--- Exercise material ---

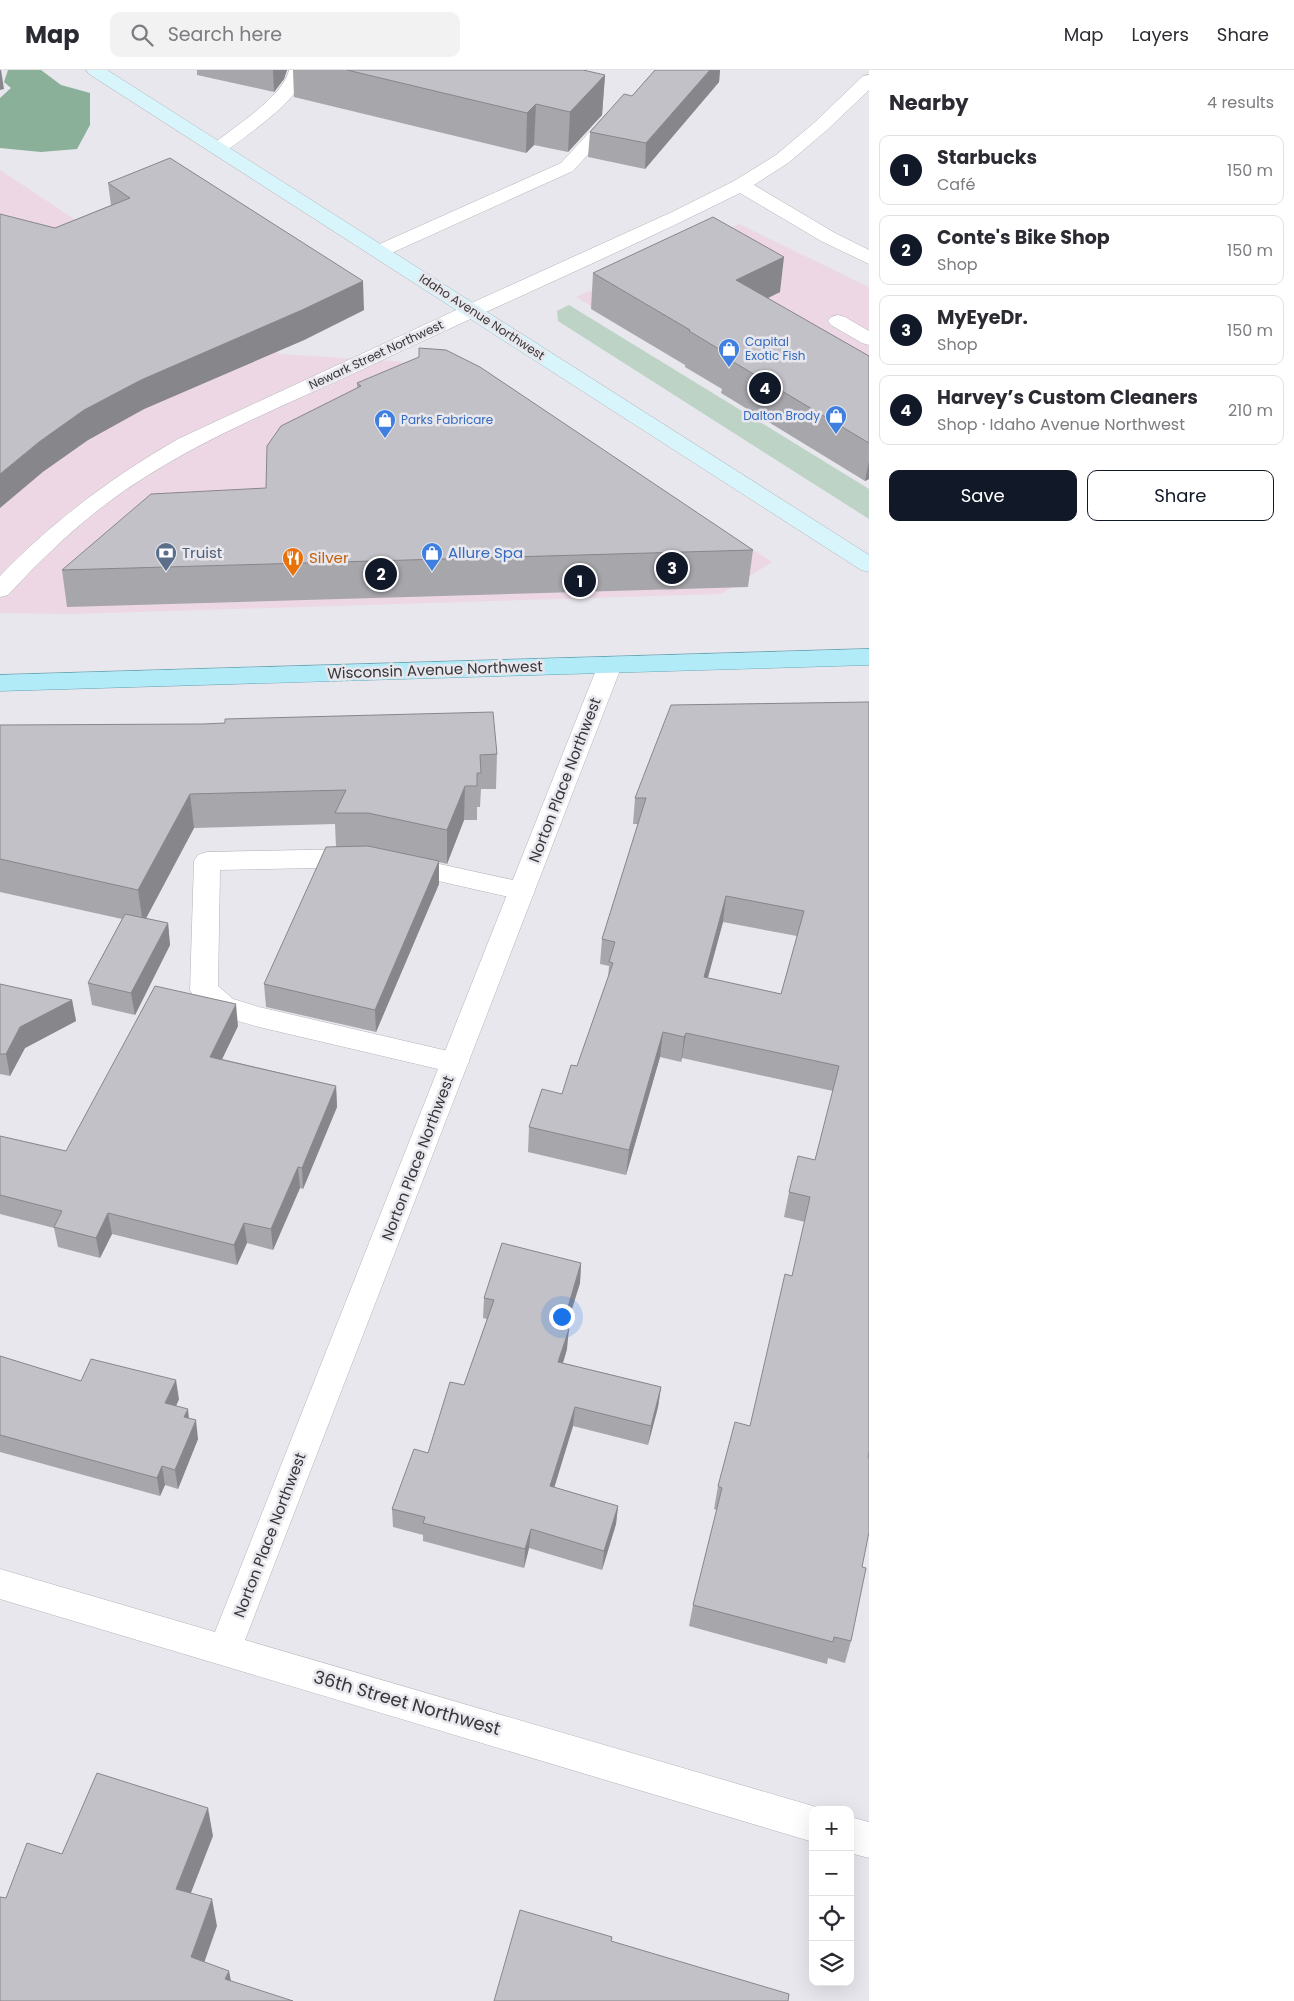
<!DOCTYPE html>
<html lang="en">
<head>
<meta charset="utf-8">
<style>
	:root { --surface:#fff; --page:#f2f2f3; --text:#2b2b33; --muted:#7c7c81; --line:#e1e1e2; --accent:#111827 }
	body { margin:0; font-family:Poppins,sans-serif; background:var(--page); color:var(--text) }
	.controls { position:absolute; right:15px; bottom:15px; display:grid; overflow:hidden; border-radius:10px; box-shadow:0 5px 20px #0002 }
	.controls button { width:45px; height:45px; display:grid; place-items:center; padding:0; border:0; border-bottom:1px solid var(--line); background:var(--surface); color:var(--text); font:25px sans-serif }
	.you { position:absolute; left:561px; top:1246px; width:18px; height:18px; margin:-12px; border:4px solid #fff; border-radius:50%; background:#1a73e8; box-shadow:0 0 0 8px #1a73e833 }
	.badge { display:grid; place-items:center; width:32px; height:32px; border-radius:50%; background:var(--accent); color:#fff; font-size:16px; font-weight:700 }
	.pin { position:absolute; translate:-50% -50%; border:2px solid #fff; box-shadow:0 1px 5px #0006 }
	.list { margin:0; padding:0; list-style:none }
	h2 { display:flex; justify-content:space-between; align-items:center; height:65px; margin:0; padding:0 20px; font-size:21px }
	h2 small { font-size:16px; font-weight:400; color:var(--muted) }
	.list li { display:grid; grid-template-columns:32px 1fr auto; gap:15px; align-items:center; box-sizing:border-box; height:70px; margin:0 10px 10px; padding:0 10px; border:1px solid var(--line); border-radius:10px }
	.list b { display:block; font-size:19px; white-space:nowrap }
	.list p { margin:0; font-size:16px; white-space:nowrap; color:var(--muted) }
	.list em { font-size:16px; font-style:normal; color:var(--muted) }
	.actions { display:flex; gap:10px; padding:15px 20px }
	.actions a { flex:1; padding:11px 0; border:1px solid var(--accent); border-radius:10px; text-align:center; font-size:18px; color:var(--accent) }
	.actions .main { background:var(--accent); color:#fff }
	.icon { flex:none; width:28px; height:28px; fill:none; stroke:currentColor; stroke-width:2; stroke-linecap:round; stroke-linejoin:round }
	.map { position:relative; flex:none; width:869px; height:1931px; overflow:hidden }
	header { display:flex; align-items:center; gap:30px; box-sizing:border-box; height:70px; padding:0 25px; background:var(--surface); border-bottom:1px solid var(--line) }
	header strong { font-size:24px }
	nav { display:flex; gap:28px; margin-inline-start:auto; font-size:18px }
	.search { width:350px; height:45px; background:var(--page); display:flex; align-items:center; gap:12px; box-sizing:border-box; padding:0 18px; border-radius:10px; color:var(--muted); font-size:19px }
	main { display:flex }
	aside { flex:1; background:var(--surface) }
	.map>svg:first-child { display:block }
</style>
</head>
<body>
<header>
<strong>Map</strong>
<div class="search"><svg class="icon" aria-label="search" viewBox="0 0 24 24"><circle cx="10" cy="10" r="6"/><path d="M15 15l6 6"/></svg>Search here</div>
<nav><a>Map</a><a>Layers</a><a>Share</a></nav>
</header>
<main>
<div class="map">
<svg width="869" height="1931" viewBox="0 0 869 1931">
	<rect width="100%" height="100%" fill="#e7e7ed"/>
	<g fill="#edd7e5">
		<polygon points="0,100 279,284 471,296 772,492 721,524 72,544 0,543"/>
		<polygon points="739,154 869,217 869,407 576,227"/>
	</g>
	<polygon fill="#bcd3c5" points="569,235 869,419 869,449 558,251 557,241"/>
	<polygon fill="#8bb09a" points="8,0 41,0 61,15 90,23 90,55 77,79 41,82 0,78 0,28 11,18 4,12"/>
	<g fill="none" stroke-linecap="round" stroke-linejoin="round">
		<g stroke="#b4b5ba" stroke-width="1">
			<g id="lane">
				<path d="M289,0H307C301,30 249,63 225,82L219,83L213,82L210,78L213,74C234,57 284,26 289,0Z"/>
				<polygon points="614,41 620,42 623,46 573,101 387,185 380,187 373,185 370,181 373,177 561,93 608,42"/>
				<polygon points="838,245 845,247 869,261 869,275 862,273 831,255 828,251 831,247"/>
				<polygon points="359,779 368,782 372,788 368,794 359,797 220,800 218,916 233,929 259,937 465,985 469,992 465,999 455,1003 259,957 214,944 194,927 190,920 194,791 198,785 207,782"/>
				<polygon points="403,786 522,812 531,814 535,821 531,828 522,830 394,801 390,795 394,789"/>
			</g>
		</g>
		<g stroke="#b4b5ba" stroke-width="1">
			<g id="street">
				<path d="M869,5V20L827,60L788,93L754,115L835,163L869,180V194L821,171L740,123C616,185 487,240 361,300C288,334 210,365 142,409C91,441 49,481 8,525L0,527V506C53,451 112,407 178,369L465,236L672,142L734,111L776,85L815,52L863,6Z"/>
				<polygon points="610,587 618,590 622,595 245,1570 813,1736 821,1740 813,1740 813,1772 0,1529 0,1499 215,1562 598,595 602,590"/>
				<polygon points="850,1747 869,1752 869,1788 850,1783"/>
			</g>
		</g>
		<g stroke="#b4b5ba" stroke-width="1">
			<polygon id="secondary" points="86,0 107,0 869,485 869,502 861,500 89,4"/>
		</g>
		<g stroke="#65a3b2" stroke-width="1">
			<polygon id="primary" points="869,579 869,595 0,621 0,605"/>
		</g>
		<use href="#lane" fill="#fff" fill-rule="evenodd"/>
		<use href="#street" fill="#fff" fill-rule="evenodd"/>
		<use href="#secondary" fill="#d8f5fb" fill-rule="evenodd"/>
		<use href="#primary" fill="#b2ebf8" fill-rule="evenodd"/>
	</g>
	<g fill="#a6a6ab" fill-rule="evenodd">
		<polygon points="197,0 287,0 284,9 274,22 197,5"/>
		<polygon points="293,0 583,0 605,5 602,45 568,82 534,75 526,83 294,27"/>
		<polygon points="655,0 720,0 719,12 645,99 588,87 590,62 632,26"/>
		<polygon points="108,113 364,240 304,270 144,339 88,370 44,401 55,158 111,135"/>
		<polygon points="593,203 780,222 767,228 869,286 869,409 865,411 721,323 722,319 685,297 685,295 591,239"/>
		<polygon points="357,313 753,480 748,517 67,537 62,500 266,418 357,318"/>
		<path d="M869,632L868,1388L862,1497L851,1571L845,1593L828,1588L827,1594L689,1556L693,1535L717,1440L714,1439L718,1416L750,1356L792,1206L805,1152L784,1147L789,1122L815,1090L833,1021L682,988L681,992L660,987L626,1105L528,1082L529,1057L562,1024L577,996L608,908L609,896L600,894L602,869L638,754H633L635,728ZM723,852L797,866L781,924L708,908Z"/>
		<polygon points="0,655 497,684 496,719 481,719 480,737 477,737 477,750 464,750 447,794 439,792 439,814 376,962 266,937 264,914 336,777 335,754 194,758 146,848 168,853 170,875 135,945 92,935 88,913 122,849 0,822"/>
		<polygon points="0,914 72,930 76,951 25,978 10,1006 0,1004"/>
		<polygon points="238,956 222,989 336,1016 337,1037 303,1119 300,1118 273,1180 247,1173 237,1195 112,1164 100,1188 58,1177 54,1158 0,1144 0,1066 66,1081"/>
		<polygon points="581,1193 580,1213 566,1258 567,1279 563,1293 661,1317 658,1337 648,1375 573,1356 554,1417 618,1436 616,1454 602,1500 529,1478 524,1498 423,1471 423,1465 393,1457 392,1439 428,1383 464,1315 487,1249 483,1248 484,1228"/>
		<polygon points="0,1286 81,1311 179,1329 176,1336 189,1349 198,1369 178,1419 165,1415 160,1426 0,1382"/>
	</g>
	<g fill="#87878b">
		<polygon points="0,0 1,0 4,19 0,20"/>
		<polygon points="273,0 287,0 284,9 274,22"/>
		<polygon points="710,0 720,0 719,12 645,99 646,73"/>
		<polygon points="605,5 602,45 568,82 570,42"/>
		<polygon points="536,34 534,75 526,83 527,43"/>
		<polygon points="784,187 780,222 732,246 736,210"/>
		<polygon points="363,211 364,240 304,270 144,339 88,370 44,401 0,438 0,404 39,372 84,340 141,310"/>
		<polygon points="869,391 869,409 865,411"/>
		<polygon points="465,716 464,750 447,794 447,760"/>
		<polygon points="190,724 194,758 143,854 138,820"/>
		<polygon points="439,791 439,814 376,962 375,940"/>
		<polygon points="726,826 723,852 701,932 704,907"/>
		<polygon points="168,853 170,875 135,945 131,923"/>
		<polygon points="72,930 76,951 25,978 10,1006 6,984 20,957"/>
		<polygon points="236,934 238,956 213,1008 210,987"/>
		<polygon points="663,962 660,987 626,1105 629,1080"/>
		<polygon points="686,963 682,988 681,992 684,967"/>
		<polygon points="336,1016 337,1037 303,1119 302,1098"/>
		<polygon points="298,1097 300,1118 273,1180 271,1159"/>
		<polygon points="108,1143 112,1164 100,1188 96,1168"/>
		<polygon points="244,1153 247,1173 237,1195 234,1175"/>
		<polygon points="581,1193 580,1213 560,1277 562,1257"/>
		<polygon points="569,1259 567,1279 557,1312 558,1292"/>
		<polygon points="176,1310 179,1329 169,1352 165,1333"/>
		<polygon points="661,1317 658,1337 648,1375 651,1356"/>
		<polygon points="575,1337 573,1356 549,1435 550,1416"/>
		<polygon points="188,1339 190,1358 184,1347"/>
		<polygon points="196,1350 198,1369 178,1419 175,1400"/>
		<polygon points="162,1396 165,1415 160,1426 157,1408"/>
		<polygon points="618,1436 616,1454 602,1500 604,1481"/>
		<polygon points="531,1459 529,1478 524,1498 525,1479"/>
		<polygon points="208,1738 213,1766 182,1846 176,1819"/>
		<polygon points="212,1829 217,1856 197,1913 191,1887"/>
		<polygon points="229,1901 234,1926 225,1909"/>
	</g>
	<g fill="#c1c1c7" stroke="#87878b" fill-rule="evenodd">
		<polygon points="347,0 583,0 605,5 570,42 536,34 527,43"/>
		<polygon points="655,0 710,0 646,73 590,62 624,24 632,26"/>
		<polygon points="170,88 363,211 302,240 141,310 84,340 39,372 0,404 0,144 55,158 130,128 108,113"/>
		<polygon points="713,147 784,187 736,210 869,286 869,373 725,287 729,285 689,261 690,260 593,203"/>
		<polygon points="419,278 446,280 480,297 753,480 62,500 151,424 266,418 267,376 281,356 361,316 357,313 419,287"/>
		<path d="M869,632V1381L868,1388H869V1462L862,1497L866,1498L851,1571L834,1567L833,1572L693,1535L722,1418L718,1416L735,1352L750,1356L785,1204L792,1206L810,1127L789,1122L798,1086L815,1090L839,996L686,963L684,967L663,962L629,1080L529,1057L542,1019L562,1024L571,995L577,996L613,893L609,892L615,872L602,869L646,728H635L671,635ZM726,826L804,841L781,924L704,907Z"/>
		<polygon points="493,642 497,684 480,685 481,703 477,703 477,716 465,716 447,760 368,743 335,743 346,720 190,724 138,820 0,789 0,655 203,654 225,653 225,649"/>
		<polygon points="368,776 439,791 375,940 264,914 326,777"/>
		<polygon points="125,844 168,853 131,923 88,913"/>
		<polygon points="0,914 72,930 20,957 6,984 0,984"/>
		<polygon points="155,916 236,934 210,987 336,1016 302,1098 298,1097 271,1159 244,1153 234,1175 108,1143 96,1168 54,1157 62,1141 0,1125 0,1066 66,1081"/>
		<polygon points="502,1173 581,1193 562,1257 569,1259 558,1292 661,1317 651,1356 575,1337 550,1416 618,1436 604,1481 531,1459 525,1479 423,1453 425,1447 392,1439 414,1379 428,1383 450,1312 464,1315 494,1230 484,1228"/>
		<polygon points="0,1286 81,1311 91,1289 176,1310 165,1333 188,1339 184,1347 196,1350 175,1400 162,1396 157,1408 0,1365"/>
		<polygon points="97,1703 208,1738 176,1819 212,1829 191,1887 229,1901 225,1909 293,1931 0,1931 0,1827 6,1828 27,1773 62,1784"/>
		<polygon points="520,1840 612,1867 611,1871 789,1924 788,1931 494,1931"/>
	</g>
	<defs>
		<g id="shop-pin" transform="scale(1.125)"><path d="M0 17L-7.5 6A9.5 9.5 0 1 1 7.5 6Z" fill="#3f7fe0" stroke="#e7e7ed"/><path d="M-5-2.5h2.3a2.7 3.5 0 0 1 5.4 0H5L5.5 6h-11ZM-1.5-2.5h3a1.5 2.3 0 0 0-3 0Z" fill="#fff"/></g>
		<g id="bank-pin" transform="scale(1.125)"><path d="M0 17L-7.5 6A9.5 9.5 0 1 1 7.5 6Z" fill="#5c6f8a" stroke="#e7e7ed"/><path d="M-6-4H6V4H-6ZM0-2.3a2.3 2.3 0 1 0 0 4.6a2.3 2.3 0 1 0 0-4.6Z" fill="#fff"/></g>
		<g id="restaurant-pin" transform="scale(1.125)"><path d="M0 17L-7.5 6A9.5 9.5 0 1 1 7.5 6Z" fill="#e8710a" stroke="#e7e7ed"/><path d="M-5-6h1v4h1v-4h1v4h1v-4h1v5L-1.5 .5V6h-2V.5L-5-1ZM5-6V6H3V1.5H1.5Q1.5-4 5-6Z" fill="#fff"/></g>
	</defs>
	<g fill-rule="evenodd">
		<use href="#shop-pin" x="729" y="279"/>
		<use href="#shop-pin" x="836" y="346"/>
		<use href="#shop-pin" x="385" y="350"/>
		<use href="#bank-pin" x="166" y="483"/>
		<use href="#shop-pin" x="432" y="483"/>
		<use href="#restaurant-pin" x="293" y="488"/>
	</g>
	<g text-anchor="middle" stroke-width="5" stroke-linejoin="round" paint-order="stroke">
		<g font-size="12" fill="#373739" stroke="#e7e7ed">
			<text transform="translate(482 247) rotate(33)" y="4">Idaho Avenue Northwest</text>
			<text transform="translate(376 285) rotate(-25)" y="4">Newark Street Northwest</text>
		</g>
		<g font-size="12" fill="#366cbe" stroke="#e7e7ed" text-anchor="start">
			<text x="745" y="276">Capital<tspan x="745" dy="14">Exotic Fish</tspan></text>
			<text x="820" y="350" text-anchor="end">Dalton Brody</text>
			<text x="401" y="354">Parks Fabricare</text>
		</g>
		<g font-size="15" fill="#4e5e75" stroke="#e7e7ed" text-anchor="start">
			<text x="182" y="488">Truist</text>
		</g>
		<g font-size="15" fill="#366cbe" stroke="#e7e7ed" text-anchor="start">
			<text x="448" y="488">Allure Spa</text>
		</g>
		<g font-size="15" fill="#c56008" stroke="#e7e7ed" text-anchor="start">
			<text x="309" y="493">Silver</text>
		</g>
		<g font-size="15" fill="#373739" stroke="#e7e7ed">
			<text transform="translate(435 600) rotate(-2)" y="5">Wisconsin Avenue Northwest</text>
			<text transform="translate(565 710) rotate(-69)" y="5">Norton Place Northwest</text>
			<text transform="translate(418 1088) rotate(-69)" y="5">Norton Place Northwest</text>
			<text transform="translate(270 1465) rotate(-69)" y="5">Norton Place Northwest</text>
		</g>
		<g font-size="18" fill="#373739" stroke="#e7e7ed">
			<text transform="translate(407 1633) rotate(16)" y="6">36th Street Northwest</text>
		</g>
	</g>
</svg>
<div class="controls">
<button>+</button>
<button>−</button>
<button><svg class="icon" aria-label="locate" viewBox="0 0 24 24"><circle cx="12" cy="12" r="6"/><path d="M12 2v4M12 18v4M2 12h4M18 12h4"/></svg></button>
<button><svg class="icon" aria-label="layers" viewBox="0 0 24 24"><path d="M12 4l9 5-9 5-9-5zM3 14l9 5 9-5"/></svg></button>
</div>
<div class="you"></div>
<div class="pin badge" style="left:580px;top:511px">1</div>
<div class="pin badge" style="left:381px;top:504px">2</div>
<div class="pin badge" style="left:672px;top:498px">3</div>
<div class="pin badge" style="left:765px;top:318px">4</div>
</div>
<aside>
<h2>Nearby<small>4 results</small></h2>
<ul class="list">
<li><span class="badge">1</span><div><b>Starbucks</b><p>Café</p></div><em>150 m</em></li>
<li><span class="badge">2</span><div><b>Conte's Bike Shop</b><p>Shop</p></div><em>150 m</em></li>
<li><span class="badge">3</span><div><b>MyEyeDr.</b><p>Shop</p></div><em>150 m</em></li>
<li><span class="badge">4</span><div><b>Harvey’s Custom Cleaners</b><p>Shop · Idaho Avenue Northwest</p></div><em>210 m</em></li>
</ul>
<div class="actions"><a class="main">Save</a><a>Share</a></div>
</aside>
</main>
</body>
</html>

---

Count each line above in which the string "absolute" appears, then state only the total.

3